## TASK GOAL
Match on the string "Edmundo" in the entries below and return every matching line.

## EXTRACTED INFORMATION
┄┄┄┄┄┄┄┄┄┄

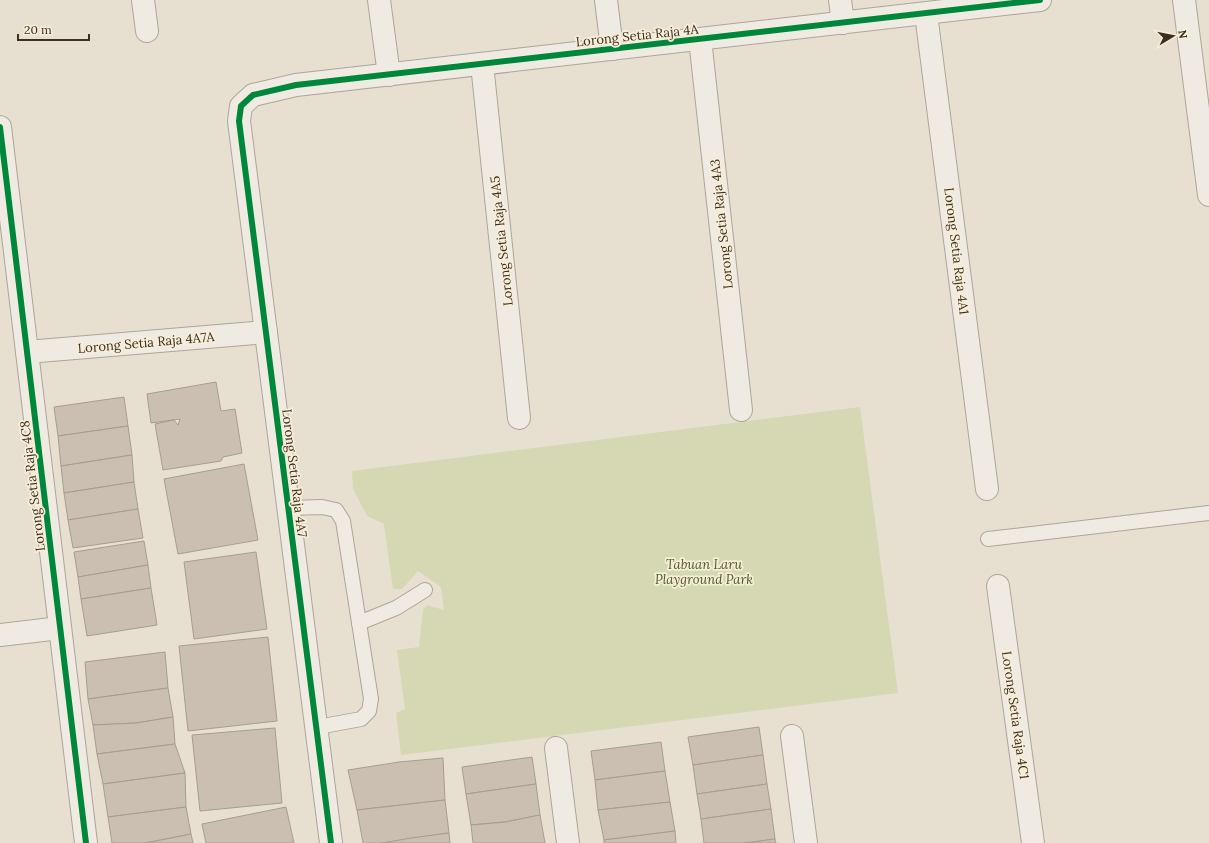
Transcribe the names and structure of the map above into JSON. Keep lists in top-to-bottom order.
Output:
{
  "streets": {
    "street": [
      "Lorong Setia Raja 4A",
      "Lorong Setia Raja 4A3",
      "Lorong Setia Raja 4A5",
      "Lorong Setia Raja 4A1",
      "Lorong Setia Raja 4A7A",
      "Lorong Setia Raja 4A7",
      "Lorong Setia Raja 4C8",
      "Lorong Setia Raja 4C1"
    ]
  },
  "crossings": [
    ["Lorong Setia Raja 4A", "Lorong Setia Raja 4A3"],
    ["Lorong Setia Raja 4A", "Lorong Setia Raja 4A5"],
    ["Lorong Setia Raja 4A", "Lorong Setia Raja 4A1"],
    ["Lorong Setia Raja 4A", "Lorong Setia Raja 4A7"],
    ["Lorong Setia Raja 4A7A", "Lorong Setia Raja 4A7"],
    ["Lorong Setia Raja 4A7A", "Lorong Setia Raja 4C8"]
  ],
  "parks": ["Tabuan Laru Playground Park"],
  "scale_bar": "20 m",
  "north": "right"
}
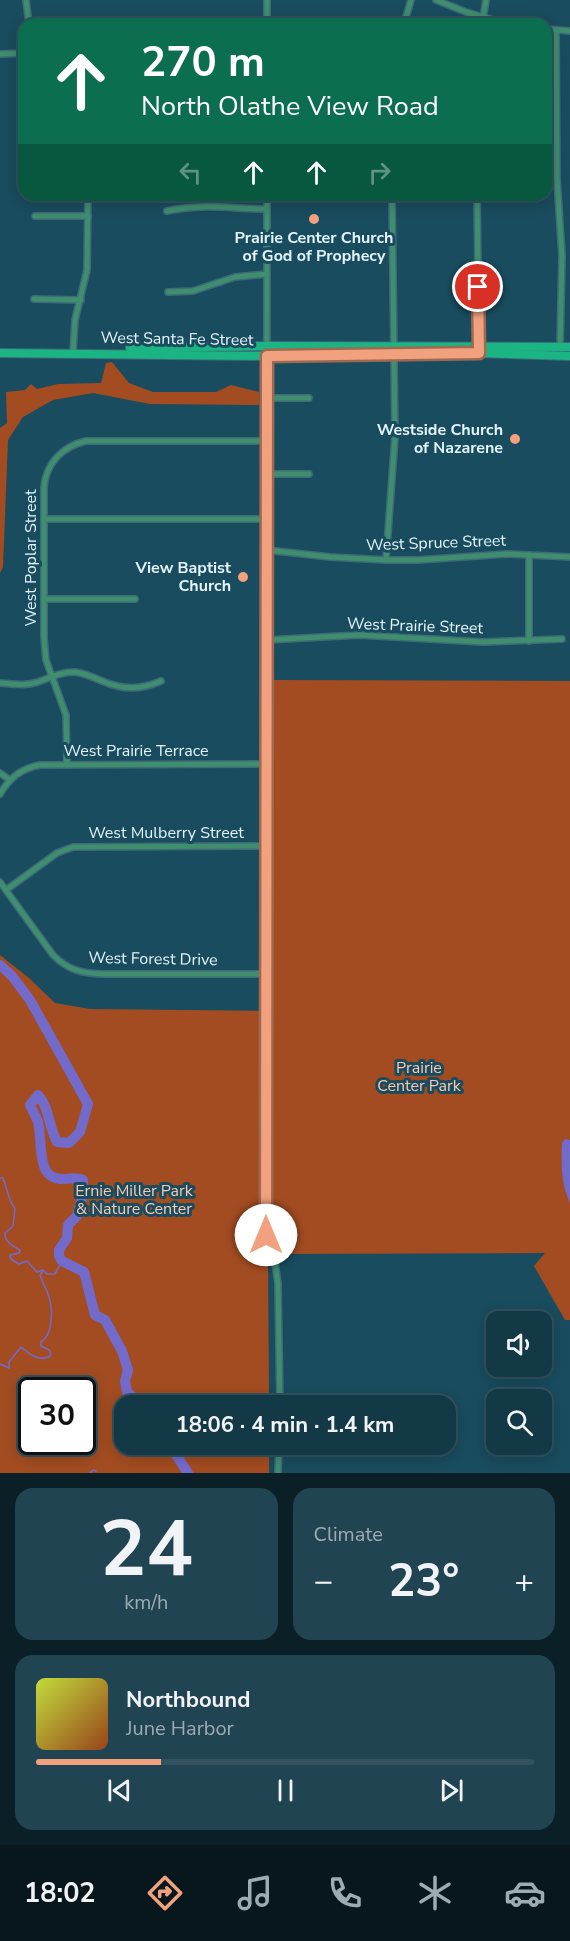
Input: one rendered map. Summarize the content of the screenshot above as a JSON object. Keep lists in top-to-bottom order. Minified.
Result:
{"streets":{"street":["West Santa Fe Street","West Spruce Street","West Poplar Street","West Prairie Street","West Prairie Terrace","West Mulberry Street","West Forest Drive"]},"crossings":[["West Poplar Street","West Prairie Terrace"],["West Mulberry Street","West Forest Drive"]],"parks":["Prairie Center Park","Ernie Miller Park & Nature Center"],"places":["Prairie Center Church of God of Prophecy","Westside Church of Nazarene","View Baptist Church"],"page":{"turn":["270 m","North Olathe View Road"],"limit":"30","trip":"18:06 · 4 min · 1.4 km","tile":[["24","km/h"],"Climate"],"heat":["−","23°","+"],"song":["Northbound","June Harbor"],"tabs":"18:02"}}
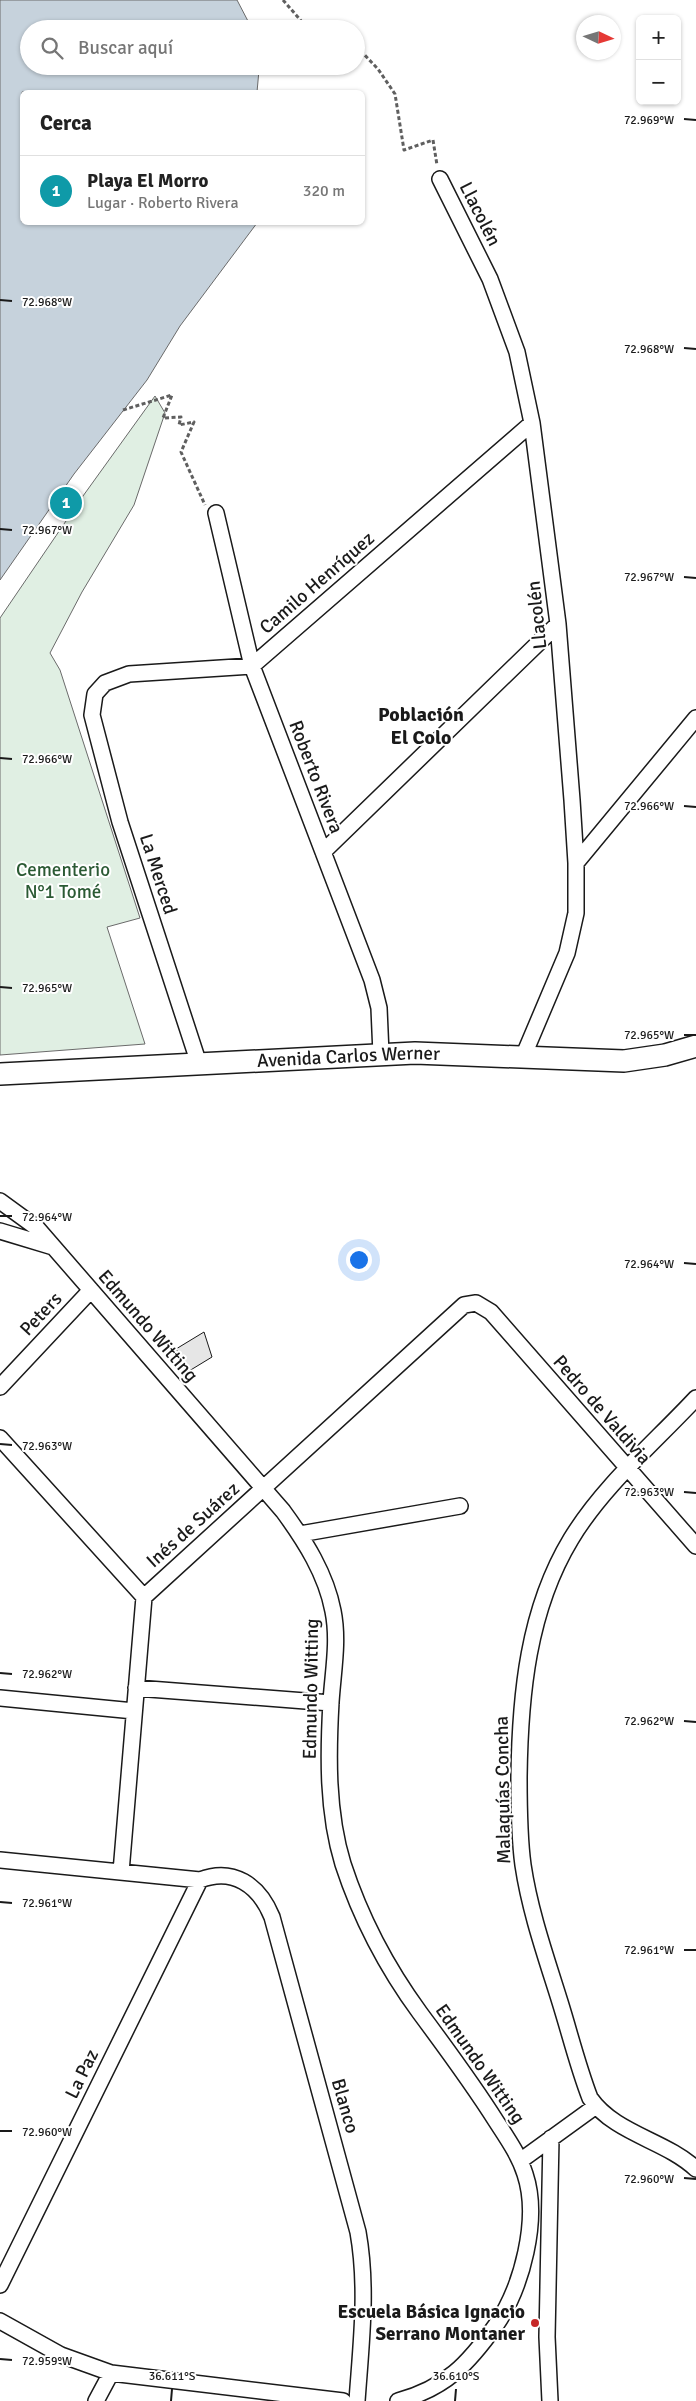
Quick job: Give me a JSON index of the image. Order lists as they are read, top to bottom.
{
  "streets": {
    "main road": ["Avenida Carlos Werner"],
    "street": [
      "Llacolén",
      "Camilo Henríquez",
      "Roberto Rivera",
      "La Merced",
      "Peters",
      "Edmundo Witting",
      "Pedro de Valdivia",
      "Inés de Suárez",
      "Malaquías Concha",
      "La Paz",
      "Blanco"
    ]
  },
  "crossings": [
    ["Llacolén", "Camilo Henríquez"],
    ["Llacolén", "Avenida Carlos Werner"],
    ["Camilo Henríquez", "Roberto Rivera"],
    ["Camilo Henríquez", "La Merced"],
    ["Roberto Rivera", "La Merced"],
    ["Roberto Rivera", "Avenida Carlos Werner"],
    ["La Merced", "Avenida Carlos Werner"],
    ["Peters", "Edmundo Witting"],
    ["Edmundo Witting", "Inés de Suárez"],
    ["Pedro de Valdivia", "Inés de Suárez"],
    ["Pedro de Valdivia", "Malaquías Concha"],
    ["Inés de Suárez", "Blanco"],
    ["La Paz", "Blanco"]
  ],
  "districts": ["Población El Colo"],
  "parks": ["Cementerio N°1 Tomé"],
  "places": ["Escuela Básica Ignacio Serrano Montaner"],
  "north": "right",
  "page": {
    "map_buttons": ["+", "−"],
    "search": "Buscar aquí",
    "heading": "Cerca",
    "list": [
      {
        "mark": "1",
        "name": "Playa El Morro",
        "note": "Lugar · Roberto Rivera",
        "value": "320 m"
      }
    ],
    "pins": "1"
  },
  "coordinates": [
    "72.969°W",
    "72.968°W",
    "72.967°W",
    "72.966°W",
    "72.965°W",
    "72.964°W",
    "72.963°W",
    "72.962°W",
    "72.961°W",
    "72.960°W",
    "72.959°W",
    "36.611°S",
    "36.610°S"
  ]
}
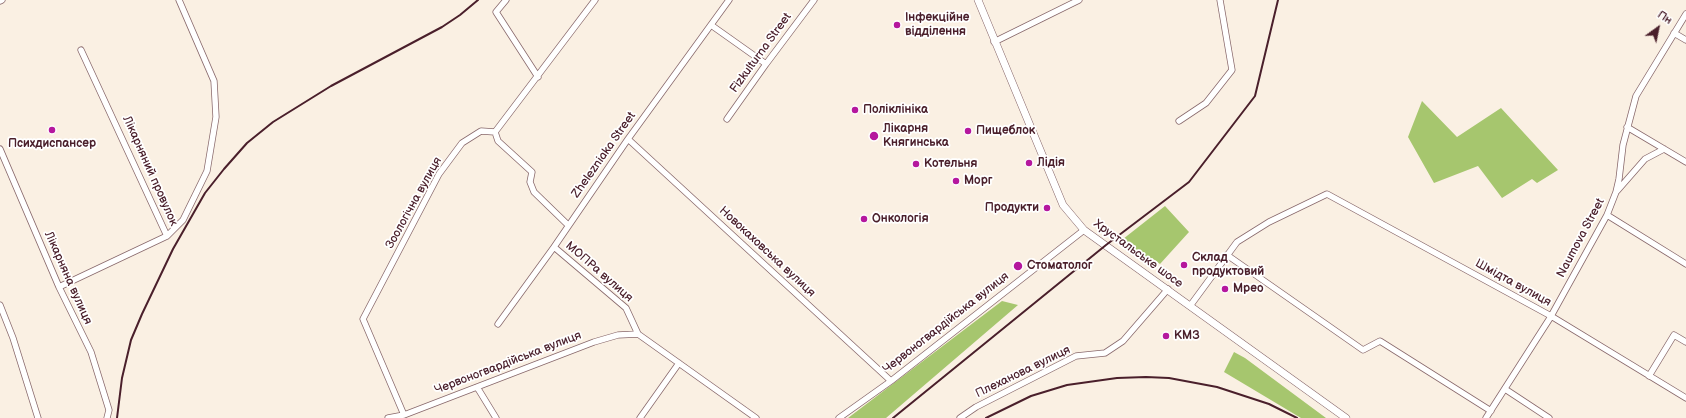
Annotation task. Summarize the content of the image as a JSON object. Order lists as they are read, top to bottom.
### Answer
{
  "streets": {
    "street": [
      "Fizkulturna Street",
      "Zhelezniaka Street",
      "Лікарняний провулок",
      "Зоологічна вулиця",
      "Naumova Street",
      "Новокаховська вулиця",
      "Хрустальське шосе",
      "МОПРа вулиця",
      "Лікарняна вулиця",
      "Шмідта вулиця",
      "Червоногвардійська вулиця",
      "Плеханова вулиця"
    ]
  },
  "crossings": [
    ["Zhelezniaka Street", "Новокаховська вулиця"],
    ["Zhelezniaka Street", "МОПРа вулиця"],
    ["Лікарняний провулок", "Лікарняна вулиця"],
    ["Зоологічна вулиця", "Червоногвардійська вулиця"],
    ["Naumova Street", "Шмідта вулиця"],
    ["Новокаховська вулиця", "Червоногвардійська вулиця"],
    ["Хрустальське шосе", "Червоногвардійська вулиця"],
    ["Хрустальське шосе", "Плеханова вулиця"],
    ["МОПРа вулиця", "Червоногвардійська вулиця"]
  ],
  "places": [
    "Інфекційне відділення",
    "Поліклініка",
    "Психдиспансер",
    "Пищеблок",
    "Лікарня Княгинська",
    "Лідія",
    "Котельня",
    "Морг",
    "Продукти",
    "Онкологія",
    "Склад продуктовий",
    "Стоматолог",
    "Мрео",
    "КМЗ"
  ],
  "north": "top right"
}
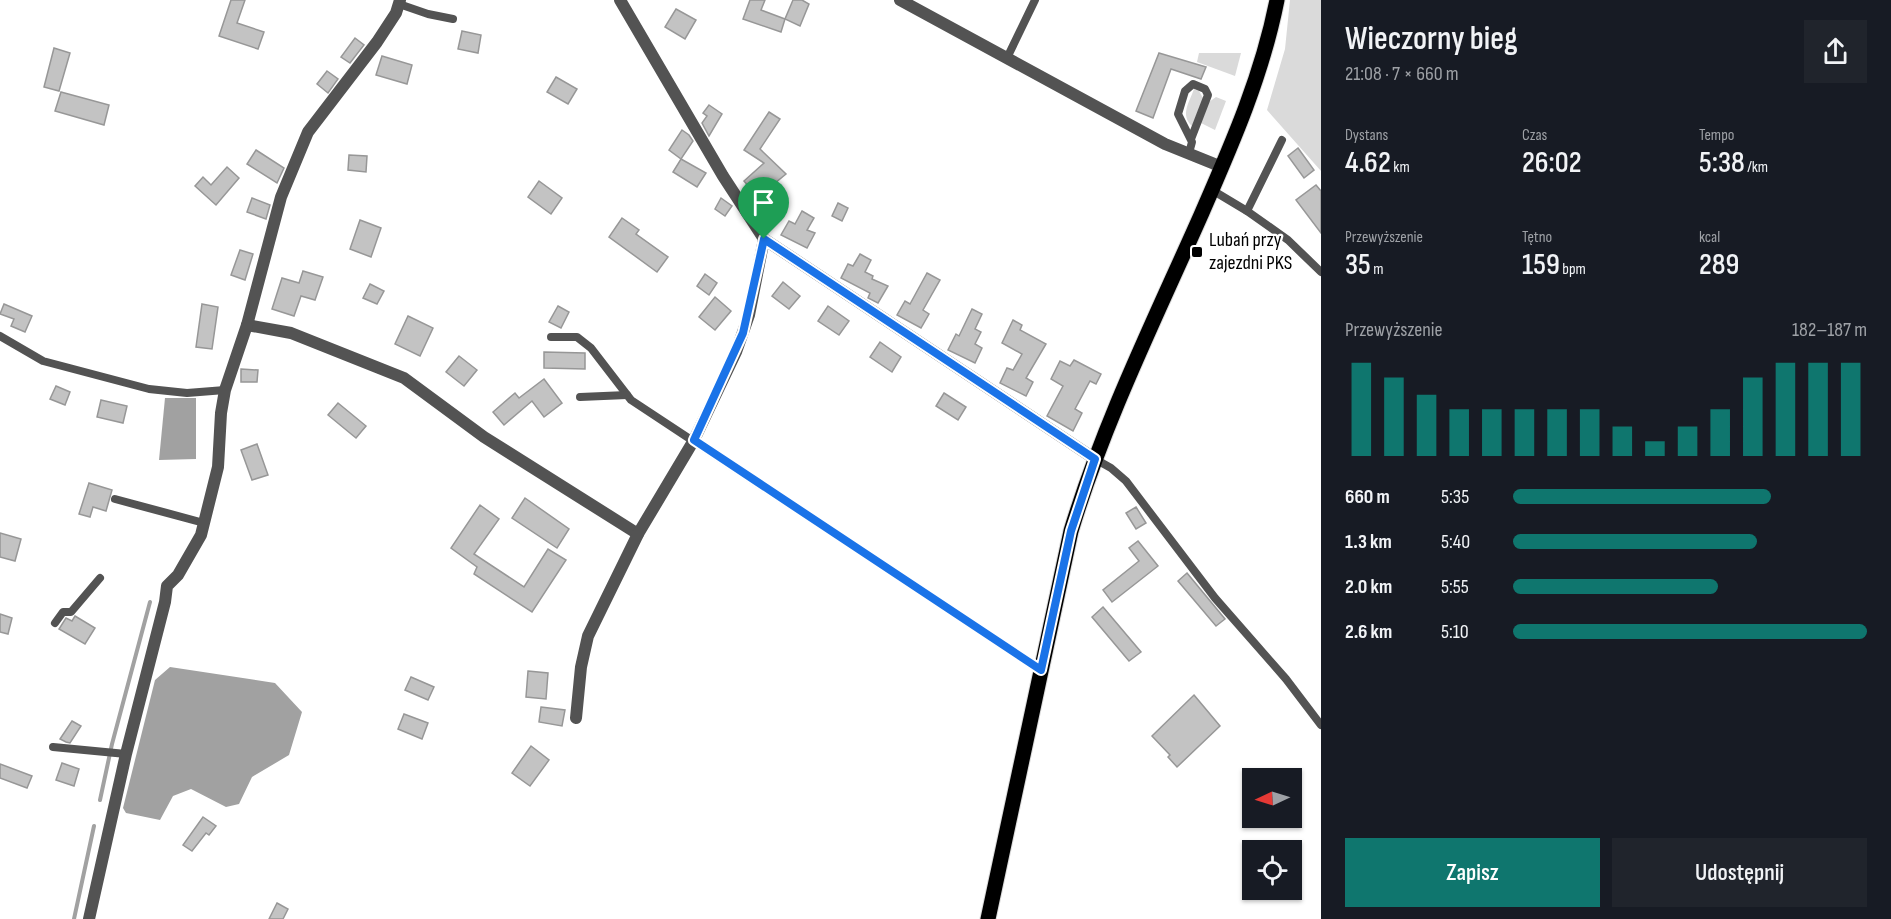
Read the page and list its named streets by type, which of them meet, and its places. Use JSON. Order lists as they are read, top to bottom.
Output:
{
  "places": {
    "transit": ["Lubań przy zajezdni PKS"]
  },
  "north": "left",
  "page": {
    "heading": ["Wieczorny bieg", "21:08 · 7 × 660 m"],
    "stats": [
      ["Dystans", "4.62 km"],
      ["Czas", "26:02"],
      ["Tempo", "5:38 /km"],
      ["Przewyższenie", "35 m"],
      ["Tętno", "159 bpm"],
      ["kcal", "289"]
    ],
    "chart": ["Przewyższenie", "182–187 m"],
    "list": [
      {
        "name": "660 m",
        "note": "5:35"
      },
      {
        "name": "1.3 km",
        "note": "5:40"
      },
      {
        "name": "2.0 km",
        "note": "5:55"
      },
      {
        "name": "2.6 km",
        "note": "5:10"
      }
    ],
    "buttons": ["Zapisz", "Udostępnij"]
  }
}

┄┄┄┄┄┄┄┄┄┄

## RESPONSE BELOW
      "Edmundo Witting",
    ["Peters", "Edmundo Witting"],
    ["Edmundo Witting", "Inés de Suárez"],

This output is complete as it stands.